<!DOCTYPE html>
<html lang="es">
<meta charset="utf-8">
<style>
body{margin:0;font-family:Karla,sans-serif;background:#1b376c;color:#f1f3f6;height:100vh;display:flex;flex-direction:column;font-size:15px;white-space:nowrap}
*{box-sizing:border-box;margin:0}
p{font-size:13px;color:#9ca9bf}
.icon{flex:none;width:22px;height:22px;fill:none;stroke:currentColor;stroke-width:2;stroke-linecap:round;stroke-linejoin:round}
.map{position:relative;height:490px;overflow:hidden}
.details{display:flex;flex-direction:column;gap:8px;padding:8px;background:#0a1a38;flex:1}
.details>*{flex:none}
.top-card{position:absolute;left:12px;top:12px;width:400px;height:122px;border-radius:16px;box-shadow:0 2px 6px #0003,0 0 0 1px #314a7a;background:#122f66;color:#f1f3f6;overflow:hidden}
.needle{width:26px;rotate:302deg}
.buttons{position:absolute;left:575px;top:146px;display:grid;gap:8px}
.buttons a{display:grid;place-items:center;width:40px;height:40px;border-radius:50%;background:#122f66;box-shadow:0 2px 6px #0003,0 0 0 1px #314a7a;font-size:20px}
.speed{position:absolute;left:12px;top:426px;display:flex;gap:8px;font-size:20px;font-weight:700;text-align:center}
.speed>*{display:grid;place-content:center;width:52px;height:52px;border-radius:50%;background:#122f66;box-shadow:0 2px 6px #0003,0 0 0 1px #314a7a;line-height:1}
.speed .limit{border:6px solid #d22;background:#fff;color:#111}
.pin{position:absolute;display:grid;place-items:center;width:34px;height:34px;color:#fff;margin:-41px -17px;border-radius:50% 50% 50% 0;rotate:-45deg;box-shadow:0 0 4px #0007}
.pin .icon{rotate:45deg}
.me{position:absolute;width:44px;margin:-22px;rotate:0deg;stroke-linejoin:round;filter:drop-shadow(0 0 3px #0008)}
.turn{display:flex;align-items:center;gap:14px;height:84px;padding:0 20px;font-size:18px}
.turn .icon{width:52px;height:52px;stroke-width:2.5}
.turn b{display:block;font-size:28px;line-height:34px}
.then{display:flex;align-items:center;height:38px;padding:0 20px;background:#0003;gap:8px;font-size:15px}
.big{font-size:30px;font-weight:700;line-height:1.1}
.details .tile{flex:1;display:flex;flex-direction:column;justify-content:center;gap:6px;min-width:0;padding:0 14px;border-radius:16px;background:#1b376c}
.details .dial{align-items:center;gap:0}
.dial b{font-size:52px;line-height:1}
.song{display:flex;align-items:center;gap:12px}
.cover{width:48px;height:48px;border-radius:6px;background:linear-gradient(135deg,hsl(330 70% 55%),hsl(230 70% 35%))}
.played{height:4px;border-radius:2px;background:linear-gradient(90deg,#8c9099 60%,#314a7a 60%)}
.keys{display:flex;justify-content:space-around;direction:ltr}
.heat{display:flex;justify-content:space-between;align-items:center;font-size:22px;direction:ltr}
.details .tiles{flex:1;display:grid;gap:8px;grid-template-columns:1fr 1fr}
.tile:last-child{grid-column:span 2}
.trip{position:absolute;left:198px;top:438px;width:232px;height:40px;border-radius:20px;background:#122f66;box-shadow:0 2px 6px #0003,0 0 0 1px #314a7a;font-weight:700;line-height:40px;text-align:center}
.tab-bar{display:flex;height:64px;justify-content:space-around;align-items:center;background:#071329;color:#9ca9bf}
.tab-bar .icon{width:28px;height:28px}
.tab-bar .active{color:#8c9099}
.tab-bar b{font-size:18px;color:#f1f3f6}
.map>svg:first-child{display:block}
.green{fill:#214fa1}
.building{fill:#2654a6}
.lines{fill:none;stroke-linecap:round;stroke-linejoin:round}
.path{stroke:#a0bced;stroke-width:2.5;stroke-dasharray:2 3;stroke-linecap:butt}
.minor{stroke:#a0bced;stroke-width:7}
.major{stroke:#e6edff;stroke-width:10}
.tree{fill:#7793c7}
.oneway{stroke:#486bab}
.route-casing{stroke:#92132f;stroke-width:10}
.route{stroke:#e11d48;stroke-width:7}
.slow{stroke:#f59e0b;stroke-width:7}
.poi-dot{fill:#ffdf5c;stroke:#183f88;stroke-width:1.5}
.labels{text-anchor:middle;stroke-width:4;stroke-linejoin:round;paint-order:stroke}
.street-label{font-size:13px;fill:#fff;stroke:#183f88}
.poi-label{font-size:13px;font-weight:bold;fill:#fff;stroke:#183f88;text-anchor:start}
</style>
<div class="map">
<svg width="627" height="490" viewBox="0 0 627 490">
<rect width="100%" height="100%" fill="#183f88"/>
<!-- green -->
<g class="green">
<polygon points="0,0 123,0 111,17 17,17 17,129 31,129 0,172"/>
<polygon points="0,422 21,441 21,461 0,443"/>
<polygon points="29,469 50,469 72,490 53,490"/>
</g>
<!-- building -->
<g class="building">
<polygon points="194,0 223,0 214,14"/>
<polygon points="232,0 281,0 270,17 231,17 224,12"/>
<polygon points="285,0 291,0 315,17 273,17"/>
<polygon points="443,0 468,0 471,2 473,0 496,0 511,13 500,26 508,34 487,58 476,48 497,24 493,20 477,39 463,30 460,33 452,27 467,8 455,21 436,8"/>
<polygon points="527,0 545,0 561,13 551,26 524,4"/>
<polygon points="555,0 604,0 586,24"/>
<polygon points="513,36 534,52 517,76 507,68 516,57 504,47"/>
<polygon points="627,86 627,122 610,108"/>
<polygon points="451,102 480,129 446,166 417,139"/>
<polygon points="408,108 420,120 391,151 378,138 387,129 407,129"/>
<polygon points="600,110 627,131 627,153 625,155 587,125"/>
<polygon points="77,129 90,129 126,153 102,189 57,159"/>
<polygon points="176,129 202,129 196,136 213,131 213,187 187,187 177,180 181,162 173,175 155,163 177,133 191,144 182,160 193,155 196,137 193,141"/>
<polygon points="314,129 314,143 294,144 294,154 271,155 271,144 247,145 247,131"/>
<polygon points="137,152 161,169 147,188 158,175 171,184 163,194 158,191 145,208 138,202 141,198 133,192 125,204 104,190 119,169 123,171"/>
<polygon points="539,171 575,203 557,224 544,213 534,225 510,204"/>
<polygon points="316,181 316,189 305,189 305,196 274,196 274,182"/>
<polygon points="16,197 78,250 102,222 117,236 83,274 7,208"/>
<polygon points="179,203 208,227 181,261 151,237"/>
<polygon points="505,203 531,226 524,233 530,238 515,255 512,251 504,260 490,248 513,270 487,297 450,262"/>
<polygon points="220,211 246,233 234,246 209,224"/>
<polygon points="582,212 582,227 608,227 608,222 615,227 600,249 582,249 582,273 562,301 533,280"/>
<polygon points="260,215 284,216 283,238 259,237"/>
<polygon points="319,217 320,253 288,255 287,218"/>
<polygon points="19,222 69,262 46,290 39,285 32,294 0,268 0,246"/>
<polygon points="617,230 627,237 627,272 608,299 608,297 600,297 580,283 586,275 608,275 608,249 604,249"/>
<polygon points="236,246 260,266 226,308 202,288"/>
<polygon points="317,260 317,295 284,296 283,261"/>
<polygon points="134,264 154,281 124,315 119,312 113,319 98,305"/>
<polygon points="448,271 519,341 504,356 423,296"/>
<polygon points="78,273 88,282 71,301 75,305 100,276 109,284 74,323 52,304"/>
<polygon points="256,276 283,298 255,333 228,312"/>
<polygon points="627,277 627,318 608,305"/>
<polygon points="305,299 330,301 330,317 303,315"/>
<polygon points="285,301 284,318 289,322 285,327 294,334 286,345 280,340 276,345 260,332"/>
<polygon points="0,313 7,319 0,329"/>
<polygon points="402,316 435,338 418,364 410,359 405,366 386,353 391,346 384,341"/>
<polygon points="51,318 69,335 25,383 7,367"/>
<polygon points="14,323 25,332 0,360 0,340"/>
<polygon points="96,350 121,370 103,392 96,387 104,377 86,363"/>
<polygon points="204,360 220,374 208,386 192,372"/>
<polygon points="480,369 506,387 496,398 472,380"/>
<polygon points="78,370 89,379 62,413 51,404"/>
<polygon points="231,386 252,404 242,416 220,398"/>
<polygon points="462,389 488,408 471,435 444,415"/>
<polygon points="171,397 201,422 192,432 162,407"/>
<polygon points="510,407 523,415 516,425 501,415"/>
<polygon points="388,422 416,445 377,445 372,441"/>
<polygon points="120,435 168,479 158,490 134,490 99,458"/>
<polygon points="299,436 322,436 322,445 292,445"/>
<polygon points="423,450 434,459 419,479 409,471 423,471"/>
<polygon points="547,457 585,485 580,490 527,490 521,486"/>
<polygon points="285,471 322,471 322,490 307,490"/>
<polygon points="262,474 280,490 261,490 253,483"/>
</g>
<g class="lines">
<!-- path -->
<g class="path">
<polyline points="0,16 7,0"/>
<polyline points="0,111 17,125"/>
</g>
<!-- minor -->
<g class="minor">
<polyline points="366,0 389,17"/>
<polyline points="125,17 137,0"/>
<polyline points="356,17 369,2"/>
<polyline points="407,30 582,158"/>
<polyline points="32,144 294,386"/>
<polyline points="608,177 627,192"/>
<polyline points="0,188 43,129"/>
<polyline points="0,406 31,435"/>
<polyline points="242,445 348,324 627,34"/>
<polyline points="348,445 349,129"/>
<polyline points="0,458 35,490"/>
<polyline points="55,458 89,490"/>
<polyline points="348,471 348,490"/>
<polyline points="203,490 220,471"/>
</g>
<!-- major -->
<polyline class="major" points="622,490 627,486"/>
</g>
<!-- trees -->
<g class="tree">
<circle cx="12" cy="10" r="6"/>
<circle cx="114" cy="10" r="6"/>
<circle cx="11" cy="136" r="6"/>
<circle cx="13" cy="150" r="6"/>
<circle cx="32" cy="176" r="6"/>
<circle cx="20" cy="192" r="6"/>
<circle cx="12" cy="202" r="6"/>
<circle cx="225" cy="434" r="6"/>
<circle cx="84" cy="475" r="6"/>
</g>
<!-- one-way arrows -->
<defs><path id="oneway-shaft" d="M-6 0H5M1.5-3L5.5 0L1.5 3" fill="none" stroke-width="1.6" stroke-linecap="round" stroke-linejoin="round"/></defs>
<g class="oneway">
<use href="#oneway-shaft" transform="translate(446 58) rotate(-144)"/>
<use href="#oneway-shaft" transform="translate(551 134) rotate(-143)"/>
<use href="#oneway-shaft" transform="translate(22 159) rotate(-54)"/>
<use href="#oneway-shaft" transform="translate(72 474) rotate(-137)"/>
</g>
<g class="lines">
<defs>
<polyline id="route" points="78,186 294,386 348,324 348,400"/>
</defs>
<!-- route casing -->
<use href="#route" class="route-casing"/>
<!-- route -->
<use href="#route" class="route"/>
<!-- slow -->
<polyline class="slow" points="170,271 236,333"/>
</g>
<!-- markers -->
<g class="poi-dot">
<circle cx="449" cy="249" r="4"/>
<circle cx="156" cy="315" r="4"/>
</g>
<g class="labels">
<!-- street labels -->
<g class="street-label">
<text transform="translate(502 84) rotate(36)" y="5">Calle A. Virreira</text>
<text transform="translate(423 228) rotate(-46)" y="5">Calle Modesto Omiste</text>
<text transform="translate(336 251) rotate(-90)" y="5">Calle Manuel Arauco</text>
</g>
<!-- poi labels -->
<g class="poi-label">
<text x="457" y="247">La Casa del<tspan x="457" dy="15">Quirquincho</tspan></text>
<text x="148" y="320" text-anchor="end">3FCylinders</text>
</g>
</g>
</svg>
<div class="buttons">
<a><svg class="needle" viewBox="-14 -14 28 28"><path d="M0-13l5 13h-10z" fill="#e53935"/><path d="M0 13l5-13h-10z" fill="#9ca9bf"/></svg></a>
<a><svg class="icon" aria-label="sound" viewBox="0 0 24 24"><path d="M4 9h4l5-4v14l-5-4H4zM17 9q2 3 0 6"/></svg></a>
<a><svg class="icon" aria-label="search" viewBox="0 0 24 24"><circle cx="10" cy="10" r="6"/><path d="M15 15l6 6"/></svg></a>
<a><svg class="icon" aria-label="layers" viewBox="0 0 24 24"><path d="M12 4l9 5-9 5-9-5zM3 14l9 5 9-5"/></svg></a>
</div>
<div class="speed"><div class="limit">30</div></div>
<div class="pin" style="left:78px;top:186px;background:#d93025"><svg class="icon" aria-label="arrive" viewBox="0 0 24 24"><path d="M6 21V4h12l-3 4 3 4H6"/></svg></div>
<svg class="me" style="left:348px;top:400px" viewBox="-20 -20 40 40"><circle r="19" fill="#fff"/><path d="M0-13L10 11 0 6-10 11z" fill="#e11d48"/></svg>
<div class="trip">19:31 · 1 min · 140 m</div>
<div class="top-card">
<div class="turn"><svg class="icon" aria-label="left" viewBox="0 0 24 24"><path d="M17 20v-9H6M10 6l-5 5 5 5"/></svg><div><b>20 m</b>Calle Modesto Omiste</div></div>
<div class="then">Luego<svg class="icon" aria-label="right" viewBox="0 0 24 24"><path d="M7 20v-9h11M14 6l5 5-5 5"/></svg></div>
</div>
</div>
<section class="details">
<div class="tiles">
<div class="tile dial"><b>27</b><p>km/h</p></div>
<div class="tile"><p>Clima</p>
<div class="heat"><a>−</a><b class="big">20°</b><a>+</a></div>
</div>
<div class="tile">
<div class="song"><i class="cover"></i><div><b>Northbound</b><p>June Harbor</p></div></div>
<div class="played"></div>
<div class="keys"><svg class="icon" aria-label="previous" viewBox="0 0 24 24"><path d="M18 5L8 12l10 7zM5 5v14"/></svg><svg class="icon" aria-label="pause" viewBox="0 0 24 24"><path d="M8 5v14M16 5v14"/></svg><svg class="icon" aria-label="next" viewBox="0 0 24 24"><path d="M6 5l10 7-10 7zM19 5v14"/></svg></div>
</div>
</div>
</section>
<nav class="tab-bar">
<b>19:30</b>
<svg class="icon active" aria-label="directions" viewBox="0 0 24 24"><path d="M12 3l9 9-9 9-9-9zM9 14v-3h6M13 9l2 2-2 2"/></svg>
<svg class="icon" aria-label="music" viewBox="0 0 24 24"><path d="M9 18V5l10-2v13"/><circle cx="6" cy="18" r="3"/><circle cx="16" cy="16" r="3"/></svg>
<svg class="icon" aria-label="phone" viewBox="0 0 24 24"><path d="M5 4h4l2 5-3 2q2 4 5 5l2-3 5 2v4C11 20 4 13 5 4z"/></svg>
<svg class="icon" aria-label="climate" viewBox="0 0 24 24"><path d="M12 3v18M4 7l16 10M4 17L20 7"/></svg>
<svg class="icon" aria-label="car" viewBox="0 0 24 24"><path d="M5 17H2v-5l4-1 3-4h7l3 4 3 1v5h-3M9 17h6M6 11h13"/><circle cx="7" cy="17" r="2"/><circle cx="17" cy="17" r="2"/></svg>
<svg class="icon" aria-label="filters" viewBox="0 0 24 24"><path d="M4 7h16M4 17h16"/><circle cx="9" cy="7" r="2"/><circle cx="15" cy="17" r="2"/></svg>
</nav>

◆ Task instructions:
Across the material, count every line that holds "gradient" and state only how many there are.

◆ Result of the task:
2